È possibile non mescolare il lavoro e la vita privata? Oppure portare in un ambiente tutti i problemi dell’altro è quasi inevitabile?
“Eh, bisognerebbe avere i superpoteri per riuscire a non farlo… A parte gli scherzi, quando il lavoro coincide con la propria scelta di vita è difficile non farsi travolgere, perché diventa una passione che ti mette sottosopra come un grande amore. Di sicuro oggi per me sono finiti i tempi in cui portavo a casa pensieri inutili: piuttosto mi confronto sui progetti e i problemi, per cogliere nuove sfumature o visioni sopra le parti che, viste da fuori con occhi non condizionati assumono forme diverse e a volte risultano molto più semplici da quelle che viviamo in ufficio. Poi è normale che ogni tanto a casa scatti il “pretesto punching-ball”, come lo chiamo io… Basta un motivo qualsiasi, anche banale, per giustificare uno screzio e scatenare un piantino, magari anche per la stanchezza del lavoro. L’importante è aver consegnato a tempo debito il “libretto delle istruzioni” a chi ci sopporta…”

Mentre prosegue il suo percorso personale si evolve anche la professione. Che sviluppi sono in corso per il museo?
“Il 6 luglio inaugureremo una mostra che festeggerà i 70 anni della Vespa e che durerà fino al 30 ottobre. Sarà una ricca esposizione con ben 70 modelli, e anche un momento molto importante per il Museo Nicolis, che rappresenterà il nostro cambiamento. Infatti, dopo tante attività dedicate all’ingegno dell’uomo e ad attività istituzionali, vogliamo raccontare e diventare la storia di tutti. In fondo la Vespa è uno dei patrimoni più condivisi d’Italia, un pezzo di storia che unisce generazioni, stili, racconti… ciò che oggi deve essere un museo”.

E quindi come si concretizzerà nel futuro questo progetto?

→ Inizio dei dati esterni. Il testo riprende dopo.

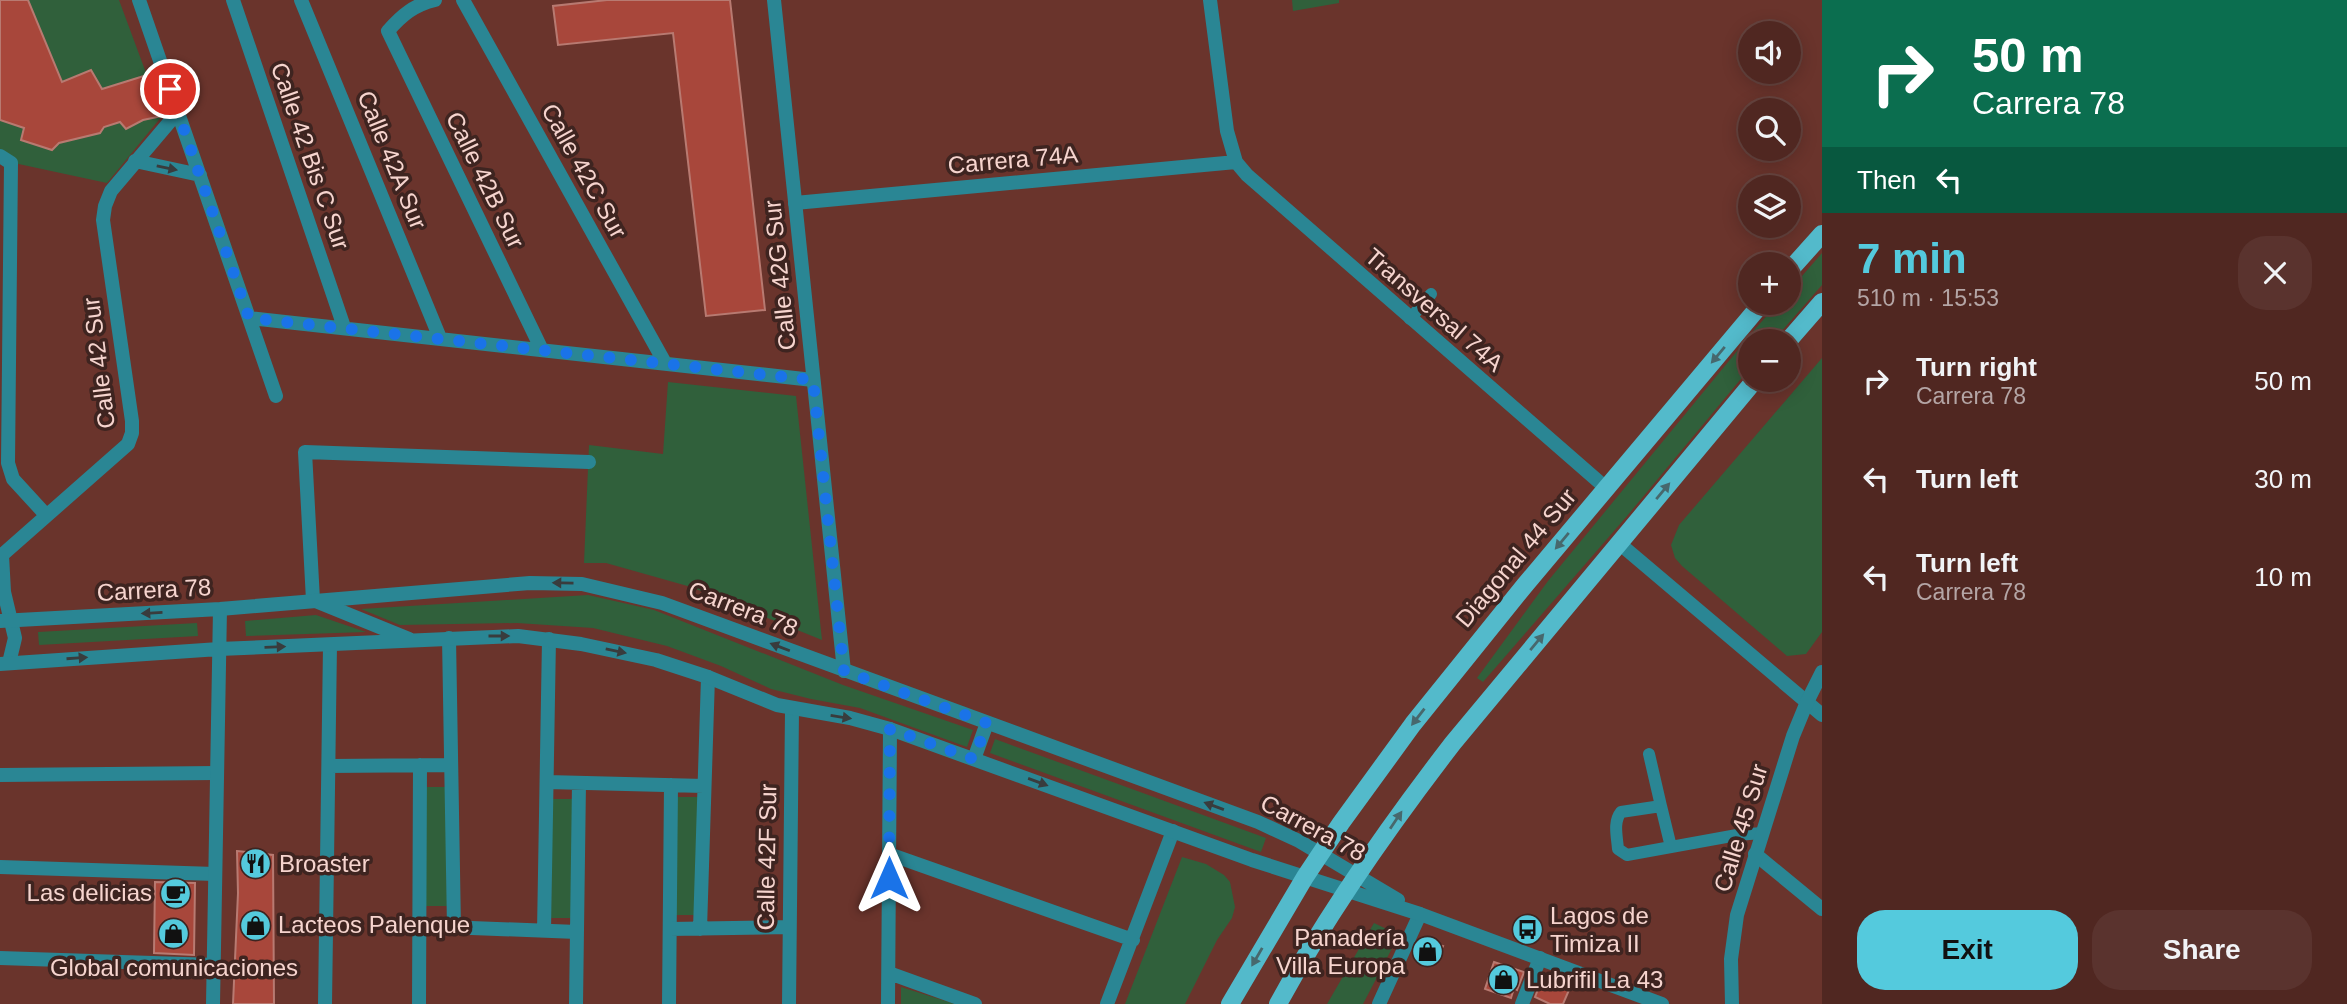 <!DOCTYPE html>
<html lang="en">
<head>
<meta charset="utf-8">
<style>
	body { margin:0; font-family:Arial,sans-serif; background:#5a332e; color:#f1f3f6; height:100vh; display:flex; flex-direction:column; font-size:26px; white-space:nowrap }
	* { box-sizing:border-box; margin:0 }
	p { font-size:23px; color:#b4a5a5 }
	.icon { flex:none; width:38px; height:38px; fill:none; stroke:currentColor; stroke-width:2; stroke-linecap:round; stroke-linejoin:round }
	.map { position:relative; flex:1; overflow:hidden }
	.side { display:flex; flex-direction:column; background:#502721; width:525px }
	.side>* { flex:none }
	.top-card { background:#0b6e4f; color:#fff; overflow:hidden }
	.fabs { position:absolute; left:1738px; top:21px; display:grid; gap:14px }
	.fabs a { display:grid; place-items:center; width:63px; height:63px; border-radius:50%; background:#502721; box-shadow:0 4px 18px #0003,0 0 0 2px #67443f; font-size:35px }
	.pin { position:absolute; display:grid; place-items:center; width:60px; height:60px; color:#fff; margin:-30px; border:4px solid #fff; border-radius:50%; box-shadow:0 2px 7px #0007 }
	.me { position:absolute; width:77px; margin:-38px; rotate:0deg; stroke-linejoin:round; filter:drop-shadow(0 0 5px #0008) }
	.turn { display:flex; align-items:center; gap:24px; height:147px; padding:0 35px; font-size:32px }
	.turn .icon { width:91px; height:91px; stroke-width:2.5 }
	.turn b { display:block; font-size:49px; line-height:60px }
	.then { display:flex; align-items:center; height:66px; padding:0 35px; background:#0003; gap:14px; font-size:26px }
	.round { display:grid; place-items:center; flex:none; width:74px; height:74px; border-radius:28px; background:#5a332e }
	.headline { display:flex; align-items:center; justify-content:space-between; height:119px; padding:0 35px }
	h1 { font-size:42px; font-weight:700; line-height:52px; color:#54cadd }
	.action { display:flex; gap:14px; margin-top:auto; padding:14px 35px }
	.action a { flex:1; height:80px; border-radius:28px; background:#54cadd; color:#111; font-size:28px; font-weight:700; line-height:80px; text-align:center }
	.action a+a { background:#5a332e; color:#f1f3f6 }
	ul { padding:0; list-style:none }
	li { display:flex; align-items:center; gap:21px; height:98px; padding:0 35px }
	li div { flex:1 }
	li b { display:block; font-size:26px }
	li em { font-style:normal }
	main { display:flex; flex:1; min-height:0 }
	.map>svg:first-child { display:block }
</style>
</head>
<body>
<main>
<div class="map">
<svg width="1822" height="1004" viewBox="0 0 1822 1004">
	<rect width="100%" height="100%" fill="#6a342c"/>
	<path fill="#30603b" d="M0,0H119L162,116L107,183L0,160Z
		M1292,0H1339V3L1293,11Z
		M1822,253V285L1773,341H1750V368L1627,516L1483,682L1477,678L1548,581L1756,328L1778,303H1788L1789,291Z
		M1822,358V632L1806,654L1787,656L1682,566L1675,558L1671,545L1679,525Z
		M668,382L796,396L822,640L691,587L606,563H584L589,445L663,454Z
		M588,595L654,610L843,685L973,730L967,747L860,708L811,699L771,689L721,666L667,646L593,628L517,623L400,625L361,609Z
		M316,615L366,632L246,636L245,621Z
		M197,623L198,636L39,645L38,632Z
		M995,739L1266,838L1261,852L990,753Z
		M423,787H446L447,906H425Z
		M676,797H699L697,915H675Z
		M552,799H574L573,918H551Z
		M1182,857L1206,864L1224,875L1230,882L1235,907L1232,918L1217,940L1185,1004H1125Z
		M1374,923L1399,935L1363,1004H1327Z
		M901,987L955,1004H901Z"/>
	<path fill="#a8473b" stroke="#b87a71" stroke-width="2" d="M0,0H28L62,82L91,70L102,89L147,75L162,116L143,120L126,129L120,122L104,127L100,133L59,143L52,150L21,140L24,128L0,120Z
		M607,0H730L765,310L706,316L673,33L558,45L553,6Z
		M237,851L273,855L274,1004H233L238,893Z
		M155,882L195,883L194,955L154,953Z
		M1422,939L1443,946L1434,964L1415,958Z
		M1494,962L1524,972L1517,990L1514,988L1511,998L1485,989Z
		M1542,979L1569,990L1563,1004H1550L1535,997Z"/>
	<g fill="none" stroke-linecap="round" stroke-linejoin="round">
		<path stroke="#2a8694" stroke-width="12" d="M1410,319L1431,294
			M1649,754L1661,806
			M1671,847L1661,806L1621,812C1613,822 1617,836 1618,849L1627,855L1737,835L1762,833"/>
		<path stroke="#2a8694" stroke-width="14" d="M139,0L276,396
			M233,0L344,327
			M301,0L440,338
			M435,0C414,5 402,15 388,31L542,350
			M463,0L665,363
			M1210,0L1227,131L1236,162L1247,175L1606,488
			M0,156L11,163L8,463L13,479L46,515
			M135,161L200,175
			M795,203L1236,162
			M249,318L813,380
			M1620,544L1822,715
			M2,555L128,444L132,433V421L103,220L105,206L111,191L178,112
			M2,555L4,592L15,638L9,663
			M313,600L305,452L589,462
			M449,638L454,928
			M329,766L451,765
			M0,775L217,773
			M547,782L704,786
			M889,854L1133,940
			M1755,854L1822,909
			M0,867L215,874
			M420,926L577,932
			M670,929L789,927
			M700,929L708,677
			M544,931L549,639
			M0,958L214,965
			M889,973L975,1004
			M325,1004L330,645
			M419,1004L420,765
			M576,1004L579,783
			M669,1004L671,785
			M789,1004L792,710
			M888,1004L890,729
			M1107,1004L1173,831
			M1379,1004L1420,914
			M1522,1004L1540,958"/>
		<path stroke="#2a8694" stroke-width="14" d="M774,0L844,671
			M318,602L409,639
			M0,621L220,609L530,583L582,584L662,603L1258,822L1299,841L1398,900
			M0,664L219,649L518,636L581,644L656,660L708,677L777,705L850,718L890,729L1252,860L1420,914L1662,1004
			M974,759L987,723
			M213,1004L220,609
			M1732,1004L1731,959L1737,915L1793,736L1807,702L1822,672"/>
		<path stroke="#53bacb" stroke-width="18" d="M1788,272L1822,234
			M1788,341L1822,302
			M1230,1004L1305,877L1341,823L1413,724L1525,585L1762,303
			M1278,1004C1328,912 1389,826 1453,743L1755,380"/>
	</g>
	<defs><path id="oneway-solid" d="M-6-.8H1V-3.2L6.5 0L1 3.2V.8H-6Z" transform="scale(1.75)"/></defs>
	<g fill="#393c3d">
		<use href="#oneway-solid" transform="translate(167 168) rotate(12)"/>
		<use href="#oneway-solid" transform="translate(563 583) rotate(-179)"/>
		<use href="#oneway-solid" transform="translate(152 613) rotate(177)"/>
		<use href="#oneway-solid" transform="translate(499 636)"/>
		<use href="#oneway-solid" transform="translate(275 647) rotate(-2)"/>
		<use href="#oneway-solid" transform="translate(780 647) rotate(-159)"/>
		<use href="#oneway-solid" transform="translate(616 651) rotate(12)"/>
		<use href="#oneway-solid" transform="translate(77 658) rotate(-4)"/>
		<use href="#oneway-solid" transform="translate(841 717) rotate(9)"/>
		<use href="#oneway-solid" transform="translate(1038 782) rotate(20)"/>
		<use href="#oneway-solid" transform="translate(1214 806) rotate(-160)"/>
	</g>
	<g fill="#47686d">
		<use href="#oneway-solid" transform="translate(1718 355) rotate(130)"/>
		<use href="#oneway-solid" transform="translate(1663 491) rotate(-50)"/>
		<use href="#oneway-solid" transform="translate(1562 541) rotate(130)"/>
		<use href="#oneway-solid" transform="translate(1537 642) rotate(-50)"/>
		<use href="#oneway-solid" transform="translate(1418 717) rotate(128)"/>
		<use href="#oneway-solid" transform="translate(1396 820) rotate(-56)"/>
		<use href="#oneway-solid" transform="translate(1257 957) rotate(120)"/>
	</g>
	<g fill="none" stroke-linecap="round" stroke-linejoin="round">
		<path stroke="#1a73e8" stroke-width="12" stroke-dasharray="0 21.6" d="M170,89L249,318L813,380L844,671L987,723L974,759L890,729L889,878"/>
	</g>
	<defs>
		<symbol id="restaurant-disc" viewBox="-11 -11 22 22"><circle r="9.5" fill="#54cadd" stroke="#3e2420"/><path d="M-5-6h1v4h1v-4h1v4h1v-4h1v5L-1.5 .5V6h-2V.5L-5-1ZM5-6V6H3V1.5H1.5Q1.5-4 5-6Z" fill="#111"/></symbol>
		<symbol id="cafe-disc" viewBox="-11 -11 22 22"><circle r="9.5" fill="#54cadd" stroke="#3e2420"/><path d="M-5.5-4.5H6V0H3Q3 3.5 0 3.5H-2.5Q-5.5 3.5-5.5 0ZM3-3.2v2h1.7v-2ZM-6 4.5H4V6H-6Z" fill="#111"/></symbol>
		<symbol id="shop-disc" viewBox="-11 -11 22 22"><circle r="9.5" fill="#54cadd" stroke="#3e2420"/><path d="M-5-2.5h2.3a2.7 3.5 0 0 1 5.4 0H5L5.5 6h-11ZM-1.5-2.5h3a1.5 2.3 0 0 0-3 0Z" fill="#111"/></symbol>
		<symbol id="bus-disc" viewBox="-11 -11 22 22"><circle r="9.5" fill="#54cadd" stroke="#3e2420"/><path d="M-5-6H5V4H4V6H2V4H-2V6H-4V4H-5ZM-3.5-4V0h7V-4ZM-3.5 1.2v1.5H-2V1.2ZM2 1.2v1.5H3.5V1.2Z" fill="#111"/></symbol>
	</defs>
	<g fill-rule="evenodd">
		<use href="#restaurant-disc" x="238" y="846" width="35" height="35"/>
		<use href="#cafe-disc" x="158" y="876" width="35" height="35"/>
		<use href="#shop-disc" x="238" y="908" width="35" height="35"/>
		<use href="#bus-disc" x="1510" y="912" width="35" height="35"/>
		<use href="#shop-disc" x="156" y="916" width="35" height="35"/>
		<use href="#shop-disc" x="1410" y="934" width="35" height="35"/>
		<use href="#shop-disc" x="1486" y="962" width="35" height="35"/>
	</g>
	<g text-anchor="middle" stroke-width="7" stroke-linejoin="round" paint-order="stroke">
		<g font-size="24" fill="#f6d4ce" stroke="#3e2420">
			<text transform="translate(310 156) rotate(71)" y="8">Calle 42 Bis C Sur</text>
			<text transform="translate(392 160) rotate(68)" y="8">Calle 42A Sur</text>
			<text transform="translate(1013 160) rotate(-5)" y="8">Carrera 74A</text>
			<text transform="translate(584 171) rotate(61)" y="8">Calle 42C Sur</text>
			<text transform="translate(485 180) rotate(64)" y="8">Calle 42B Sur</text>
			<text transform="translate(780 275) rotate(-96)" y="8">Calle 42G Sur</text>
			<text transform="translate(1434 310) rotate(41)" y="8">Transversal 74A</text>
			<text transform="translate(99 363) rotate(-97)" y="8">Calle 42 Sur</text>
			<text transform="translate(1516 558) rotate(-50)" y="8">Diagonal 44 Sur</text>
			<text transform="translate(154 590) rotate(-3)" y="8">Carrera 78</text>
			<text transform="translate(743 609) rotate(21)" y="8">Carrera 78</text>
			<text transform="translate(1313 828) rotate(28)" y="8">Carrera 78</text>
			<text transform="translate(1741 828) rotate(-73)" y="8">Calle 45 Sur</text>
			<text transform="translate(767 857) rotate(-89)" y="8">Calle 42F Sur</text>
		</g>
		<g font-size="24" fill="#f6d4ce" stroke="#3e2420" text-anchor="start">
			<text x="279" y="872">Broaster</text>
			<text x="152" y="901" text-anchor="end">Las delicias</text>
			<text x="1550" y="924">Lagos de<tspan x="1550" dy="28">Timiza II</tspan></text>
			<text x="278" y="933">Lacteos Palenque</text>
			<text x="1405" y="946" text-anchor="end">Panadería<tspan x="1405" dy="28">Villa Europa</tspan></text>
			<text x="174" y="976" text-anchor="middle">Global comunicaciones</text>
			<text x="1526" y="988">Lubrifil La 43</text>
		</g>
	</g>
</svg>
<div class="fabs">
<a><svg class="icon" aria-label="sound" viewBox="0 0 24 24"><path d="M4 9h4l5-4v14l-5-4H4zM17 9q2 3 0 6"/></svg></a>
<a><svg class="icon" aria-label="search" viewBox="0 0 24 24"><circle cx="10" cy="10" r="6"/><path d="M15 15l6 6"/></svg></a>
<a><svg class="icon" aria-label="layers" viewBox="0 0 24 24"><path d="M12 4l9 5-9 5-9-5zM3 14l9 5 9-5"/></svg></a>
<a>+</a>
<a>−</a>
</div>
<div class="pin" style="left:170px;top:89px;background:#d93025"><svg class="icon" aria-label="arrive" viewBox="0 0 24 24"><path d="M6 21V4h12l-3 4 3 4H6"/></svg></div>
<svg class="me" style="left:889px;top:878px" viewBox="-20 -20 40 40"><path d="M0-17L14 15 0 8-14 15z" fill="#1a73e8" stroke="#fff" stroke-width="4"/></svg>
</div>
<section class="side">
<div class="top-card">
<div class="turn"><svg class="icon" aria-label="right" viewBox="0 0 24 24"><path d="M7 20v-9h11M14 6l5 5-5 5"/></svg><div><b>50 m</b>Carrera 78</div></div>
<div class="then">Then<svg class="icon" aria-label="left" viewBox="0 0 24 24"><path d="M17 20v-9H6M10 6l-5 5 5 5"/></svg></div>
</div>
<div class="headline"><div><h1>7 min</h1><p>510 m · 15:53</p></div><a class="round"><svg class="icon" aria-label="close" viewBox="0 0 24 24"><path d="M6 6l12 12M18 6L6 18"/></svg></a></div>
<ul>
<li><svg class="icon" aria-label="right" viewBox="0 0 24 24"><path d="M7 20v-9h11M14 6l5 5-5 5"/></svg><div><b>Turn right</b><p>Carrera 78</p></div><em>50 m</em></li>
<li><svg class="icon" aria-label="left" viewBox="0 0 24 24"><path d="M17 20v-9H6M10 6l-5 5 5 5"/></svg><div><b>Turn left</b></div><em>30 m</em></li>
<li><svg class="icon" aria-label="left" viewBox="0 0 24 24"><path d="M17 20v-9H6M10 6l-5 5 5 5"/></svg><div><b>Turn left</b><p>Carrera 78</p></div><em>10 m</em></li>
</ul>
<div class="action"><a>Exit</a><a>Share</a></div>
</section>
</main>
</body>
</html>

“Stiamo pensando di gettare un ponte tra il passato e il presente, quello che soprattutto i giovani hanno voglia di vivere pienamente – qui e ora – per riscoprire relazioni e tradizioni umane che spesso oggi restano paralizzate nel silenzio del mondo virtuale. Qui si devono riattivare tutti i sensi, l’ascolto, la parola, le emozioni. Un museo non deve più essere solo il luogo del sapere, ma un ambiente rivolto alla condivisione, in cui ognuno possa ritrovarsi ed essere protagonista. In altre parole l’esposizione si deve trasformare in una casa calda e accogliente, in cui riscoprire un pezzetto delle proprie radici, della famiglia e dei sogni. In tutto questo c’è un progetto internazionale di trasformazione: un museo che è un’impresa aperta approda a una cultura trasversale e virale, che ci porterà in giro per il mondo”.